Note d’actualité
Dans la foulée de la guerre en Irak, des débats autour de la future Constitution européenne et des préparatifs pour l’adhésion de dix nouveaux pays à l’UE, les premiers pas concrets de l’Europe de la défense sont passés presque inaperçus.
Pourtant, même si après la déclaration du Conseil européen de Laeken (décembre 2001) sur « l’opérationnalité » de la politique européenne de sécurité et de défense (PESD) les ambiguïtés fondamentales du projet n’ont toujours pas été dissipées et le début de la mise en œuvre fut suspendu à un an de piétinements, dans le courant du premier semestre 2003 trois opérations relevant de la PESD ont été lancées avec succès. Ces trois missions – en Bosnie-Herzégovine, en Macédoine et en République démocratique du Congo – recouvrent les trois cas de figure majeurs prévus pour la politique de défense européenne : il s’agit respectivement d’une opération de type « gestion civile des crises », d’une action militaire menée par l’UE avec recours aux moyens de l’OTAN, et d’une opération militaire mandatée par l’ONU, conduite de façon autonome par l’Union européenne.
Au-delà des sigles et des symboles
Si le contexte international n’a pas vraiment favorisé une plus grande publicité pour cette mise en route effective de la défense européenne, cela n’a pas empêché les différents responsables politiques de saluer l’importance à la fois « historique » et « symbolique » des premières missions et d’essayer de leur conférer sur le terrain autant de visibilité que possible.

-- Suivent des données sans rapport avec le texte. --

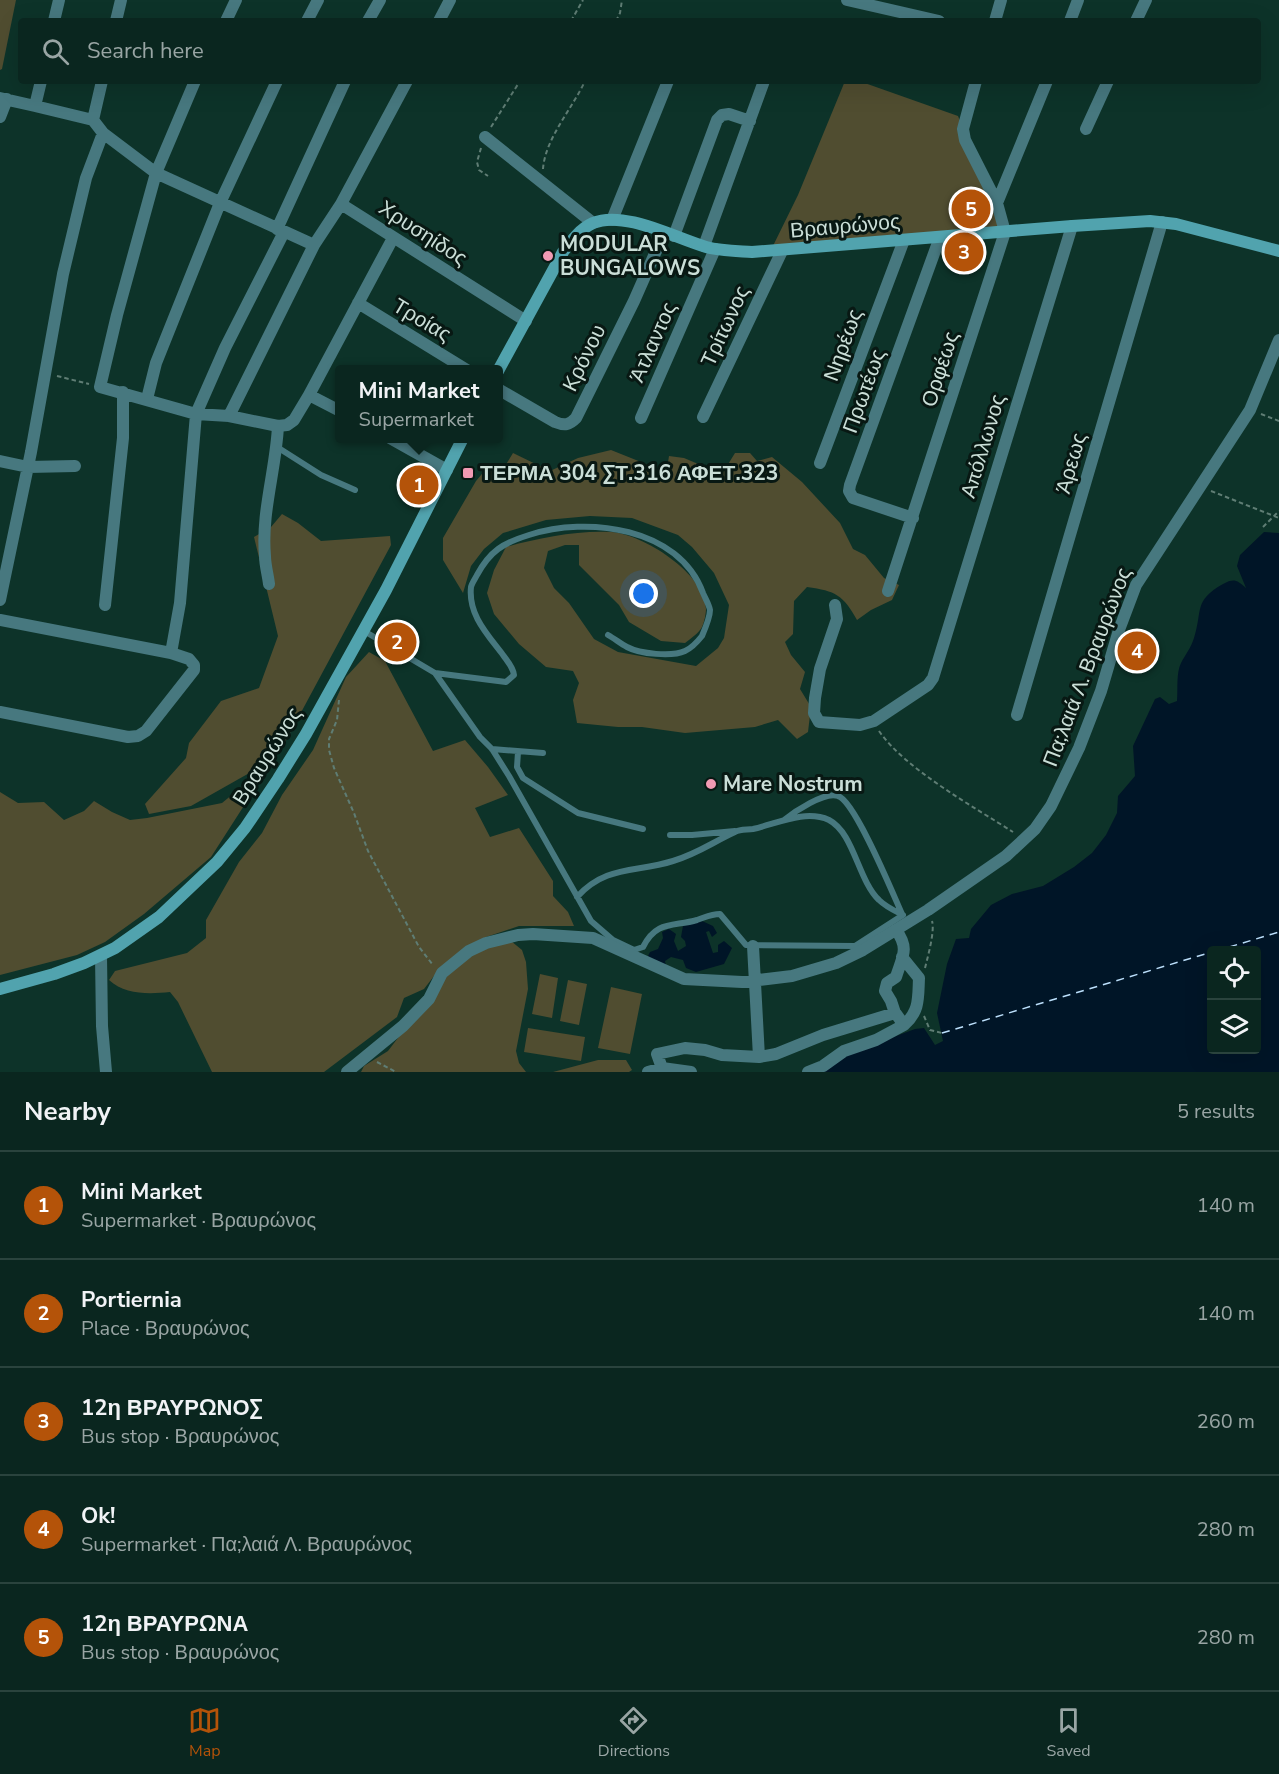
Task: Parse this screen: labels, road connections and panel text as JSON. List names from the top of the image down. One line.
{"streets":{"main road":["Βραυρώνος"],"street":["Χρυσηίδος","Τροίας","Τρίτωνος","Άτλαντος","Νηρέως","Κρόνου","Ορφέως","Πρωτέως","Απόλλωνος","Άρεως","Πα;λαιά Λ. Βραυρώνος"]},"crossings":[["Βραυρώνος","Τρίτωνος"],["Βραυρώνος","Άτλαντος"],["Βραυρώνος","Νηρέως"],["Βραυρώνος","Κρόνου"],["Βραυρώνος","Ορφέως"],["Βραυρώνος","Πρωτέως"],["Βραυρώνος","Απόλλωνος"],["Βραυρώνος","Άρεως"],["Ορφέως","Πρωτέως"]],"places":{"other":["MODULAR BUNGALOWS","Mare Nostrum"],"transit":["ΤΕΡΜΑ 304 ΣΤ.316 ΑΦΕΤ.323"]},"page":{"search":"Search here","pins":["5","3","1","2","4"],"popup":["Mini Market","Supermarket"],"heading":["Nearby","5 results"],"list":[{"mark":"1","name":"Mini Market","note":"Supermarket · Βραυρώνος","value":"140 m"},{"mark":"2","name":"Portiernia","note":"Place · Βραυρώνος","value":"140 m"},{"mark":"3","name":"12η ΒΡΑΥΡΩΝΟΣ","note":"Bus stop · Βραυρώνος","value":"260 m"},{"mark":"4","name":"Ok!","note":"Supermarket · Πα;λαιά Λ. Βραυρώνος","value":"280 m"},{"mark":"5","name":"12η ΒΡΑΥΡΩΝΑ","note":"Bus stop · Βραυρώνος","value":"280 m"}],"nav":["Map","Directions","Saved"]}}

Ainsi au lancement de la mission de police de l’UE (MPUE) en Bosnie le 1er janvier dernier, Javier Solana – Haut représentant de l’Union pour la PESC (politique étrangère et de sécurité commune) a remarqué que « ce n’est pas sans émotion que nous observons pour la première fois les couleurs européennes sur les uniformes nationaux de nos officiers de police » et y voyait « un symbole fort de la volonté collective des Européens d’agir ensemble pour garantir la stabilité et la sécurité sur le continent ».[1] En Macédoine, outre les insignes « EUFOR » et les couleurs du drapeau européen sur les épaules des quelque 320 soldats (venus de 27 pays) de la première opération militaire de l’UE, l’héliport baptisé « Camp Schuman » et les emblèmes européens géants sur les côtés des hélicoptères belges et grecques contribuant à la mission n’ont pas manqué de susciter quelques remarques ironiques. Parmi celles-ci, le commentaire du correspondant de la BBC qui a observé que « l’opération semble être beaucoup plus important pour l’Union européenne que pour la Macédoine ».[2] Toutefois, cette recherche de visibilité est loin d’être gratuite : il s’agit d’afficher haut et fort que l’Europe est désormais prête à appuyer son large éventail d’instruments de prévention et de gestion des crises par une composante militaire. Et de renforcer, du même coup, le profil international de l’UE, souvent perçue comme un bailleur de fonds généreux mais impuissant lorsqu’on en vient aux « choses sérieuses ».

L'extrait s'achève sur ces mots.